(Collected data)
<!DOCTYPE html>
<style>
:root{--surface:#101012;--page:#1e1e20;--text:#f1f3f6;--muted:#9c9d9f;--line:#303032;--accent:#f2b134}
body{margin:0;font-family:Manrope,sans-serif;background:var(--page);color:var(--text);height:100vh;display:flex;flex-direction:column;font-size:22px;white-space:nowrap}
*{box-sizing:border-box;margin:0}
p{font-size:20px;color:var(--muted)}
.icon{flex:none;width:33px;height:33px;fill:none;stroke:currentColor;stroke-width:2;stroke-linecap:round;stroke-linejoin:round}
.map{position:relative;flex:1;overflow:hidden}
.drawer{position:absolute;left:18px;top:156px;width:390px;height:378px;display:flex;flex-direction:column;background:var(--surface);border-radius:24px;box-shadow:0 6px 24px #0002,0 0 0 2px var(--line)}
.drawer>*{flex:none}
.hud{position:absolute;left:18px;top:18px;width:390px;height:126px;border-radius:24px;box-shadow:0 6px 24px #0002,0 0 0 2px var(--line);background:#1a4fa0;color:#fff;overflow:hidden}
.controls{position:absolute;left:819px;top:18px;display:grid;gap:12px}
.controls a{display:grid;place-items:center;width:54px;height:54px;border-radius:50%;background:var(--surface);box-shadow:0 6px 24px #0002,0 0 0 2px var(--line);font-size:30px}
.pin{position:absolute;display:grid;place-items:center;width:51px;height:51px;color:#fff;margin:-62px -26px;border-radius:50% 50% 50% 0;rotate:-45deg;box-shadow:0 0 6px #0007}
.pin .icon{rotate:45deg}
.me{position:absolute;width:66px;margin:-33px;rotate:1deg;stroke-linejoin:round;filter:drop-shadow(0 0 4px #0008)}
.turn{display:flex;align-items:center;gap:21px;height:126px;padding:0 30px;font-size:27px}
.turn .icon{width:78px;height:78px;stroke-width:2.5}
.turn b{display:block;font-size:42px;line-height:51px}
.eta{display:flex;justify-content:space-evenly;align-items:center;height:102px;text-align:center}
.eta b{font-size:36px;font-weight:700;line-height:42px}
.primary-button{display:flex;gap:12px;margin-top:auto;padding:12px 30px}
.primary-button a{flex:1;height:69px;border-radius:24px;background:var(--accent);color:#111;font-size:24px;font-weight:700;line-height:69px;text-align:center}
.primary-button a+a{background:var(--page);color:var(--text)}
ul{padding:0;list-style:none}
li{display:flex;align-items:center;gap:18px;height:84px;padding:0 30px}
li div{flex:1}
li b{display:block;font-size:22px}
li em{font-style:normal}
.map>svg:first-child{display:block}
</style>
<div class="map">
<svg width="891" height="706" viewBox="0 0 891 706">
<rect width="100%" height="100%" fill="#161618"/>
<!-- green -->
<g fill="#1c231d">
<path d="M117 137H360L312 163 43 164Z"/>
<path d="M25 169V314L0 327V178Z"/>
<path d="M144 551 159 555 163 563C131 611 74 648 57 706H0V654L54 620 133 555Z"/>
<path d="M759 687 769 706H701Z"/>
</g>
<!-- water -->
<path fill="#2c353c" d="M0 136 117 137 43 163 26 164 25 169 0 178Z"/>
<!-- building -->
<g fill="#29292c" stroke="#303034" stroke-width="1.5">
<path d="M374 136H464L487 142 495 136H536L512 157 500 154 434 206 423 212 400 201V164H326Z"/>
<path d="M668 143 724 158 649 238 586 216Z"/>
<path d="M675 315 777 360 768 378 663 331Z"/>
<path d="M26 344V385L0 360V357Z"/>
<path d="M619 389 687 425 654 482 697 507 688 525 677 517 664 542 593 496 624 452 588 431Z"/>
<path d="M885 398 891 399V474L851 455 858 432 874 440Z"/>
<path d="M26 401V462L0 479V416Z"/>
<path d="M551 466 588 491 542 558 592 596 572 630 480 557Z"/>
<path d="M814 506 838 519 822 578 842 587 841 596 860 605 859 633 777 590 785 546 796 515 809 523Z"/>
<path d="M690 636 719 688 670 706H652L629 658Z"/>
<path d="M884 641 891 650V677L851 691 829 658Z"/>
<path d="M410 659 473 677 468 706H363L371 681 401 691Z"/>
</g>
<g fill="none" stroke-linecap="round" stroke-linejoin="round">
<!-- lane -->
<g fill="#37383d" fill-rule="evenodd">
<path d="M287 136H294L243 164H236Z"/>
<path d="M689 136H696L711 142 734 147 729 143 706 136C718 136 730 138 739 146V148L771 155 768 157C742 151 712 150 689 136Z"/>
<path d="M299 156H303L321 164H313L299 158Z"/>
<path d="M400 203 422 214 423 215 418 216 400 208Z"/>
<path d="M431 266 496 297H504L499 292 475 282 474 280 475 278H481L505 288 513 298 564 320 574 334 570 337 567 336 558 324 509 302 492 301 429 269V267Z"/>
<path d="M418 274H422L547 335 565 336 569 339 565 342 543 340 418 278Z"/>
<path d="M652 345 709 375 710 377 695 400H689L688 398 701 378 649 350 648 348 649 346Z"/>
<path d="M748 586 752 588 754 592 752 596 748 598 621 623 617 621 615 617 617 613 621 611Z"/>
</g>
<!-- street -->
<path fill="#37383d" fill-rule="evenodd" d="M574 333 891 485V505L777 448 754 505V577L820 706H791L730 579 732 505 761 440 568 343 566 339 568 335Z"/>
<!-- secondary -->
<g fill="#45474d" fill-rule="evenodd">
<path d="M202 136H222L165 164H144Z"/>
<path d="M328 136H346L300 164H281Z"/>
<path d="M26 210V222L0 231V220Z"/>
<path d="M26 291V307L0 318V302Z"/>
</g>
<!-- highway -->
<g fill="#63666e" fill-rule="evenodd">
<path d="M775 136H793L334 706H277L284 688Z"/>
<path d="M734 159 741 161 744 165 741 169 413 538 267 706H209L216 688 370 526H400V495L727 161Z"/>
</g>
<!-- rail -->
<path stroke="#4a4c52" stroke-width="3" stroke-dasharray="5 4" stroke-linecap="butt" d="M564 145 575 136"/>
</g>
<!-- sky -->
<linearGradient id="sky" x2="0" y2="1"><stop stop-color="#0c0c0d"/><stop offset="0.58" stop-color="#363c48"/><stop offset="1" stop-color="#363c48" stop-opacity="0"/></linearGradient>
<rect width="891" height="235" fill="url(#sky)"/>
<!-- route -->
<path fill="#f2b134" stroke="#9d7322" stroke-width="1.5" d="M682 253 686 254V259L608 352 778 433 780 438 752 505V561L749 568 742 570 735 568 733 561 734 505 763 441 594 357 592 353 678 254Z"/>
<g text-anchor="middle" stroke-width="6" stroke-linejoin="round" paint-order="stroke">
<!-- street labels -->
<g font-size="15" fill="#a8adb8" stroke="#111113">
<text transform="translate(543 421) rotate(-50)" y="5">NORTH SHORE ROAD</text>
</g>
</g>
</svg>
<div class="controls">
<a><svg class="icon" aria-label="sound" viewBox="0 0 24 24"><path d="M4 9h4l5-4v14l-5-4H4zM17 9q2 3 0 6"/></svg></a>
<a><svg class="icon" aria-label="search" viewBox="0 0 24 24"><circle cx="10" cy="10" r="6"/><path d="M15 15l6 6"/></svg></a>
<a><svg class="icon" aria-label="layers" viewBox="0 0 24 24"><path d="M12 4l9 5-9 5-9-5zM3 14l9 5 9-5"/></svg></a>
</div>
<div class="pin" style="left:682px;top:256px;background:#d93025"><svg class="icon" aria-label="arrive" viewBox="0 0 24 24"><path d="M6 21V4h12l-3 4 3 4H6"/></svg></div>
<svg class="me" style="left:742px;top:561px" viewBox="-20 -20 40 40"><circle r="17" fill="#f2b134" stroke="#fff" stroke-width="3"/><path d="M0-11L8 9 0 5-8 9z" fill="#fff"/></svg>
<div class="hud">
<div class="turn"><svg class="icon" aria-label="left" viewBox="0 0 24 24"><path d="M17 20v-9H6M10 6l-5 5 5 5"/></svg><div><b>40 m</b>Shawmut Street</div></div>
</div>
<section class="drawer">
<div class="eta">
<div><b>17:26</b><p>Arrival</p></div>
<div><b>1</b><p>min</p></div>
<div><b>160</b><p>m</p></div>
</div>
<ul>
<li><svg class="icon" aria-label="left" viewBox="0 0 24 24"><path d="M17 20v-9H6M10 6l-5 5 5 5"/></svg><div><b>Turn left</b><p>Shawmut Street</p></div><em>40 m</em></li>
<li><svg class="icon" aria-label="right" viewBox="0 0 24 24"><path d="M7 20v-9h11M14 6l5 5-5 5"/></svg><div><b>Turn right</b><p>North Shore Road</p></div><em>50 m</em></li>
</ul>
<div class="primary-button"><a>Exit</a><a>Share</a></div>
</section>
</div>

▶ What you are asked to do
Starting from the data above, filter for lines with "none" and copy each one.

▶ Solution to this task
.icon{flex:none;width:33px;height:33px;fill:none;stroke:currentColor;stroke-width:2;stroke-linecap:round;stroke-linejoin:round}
.drawer>*{flex:none}
ul{padding:0;list-style:none}
<g fill="none" stroke-linecap="round" stroke-linejoin="round">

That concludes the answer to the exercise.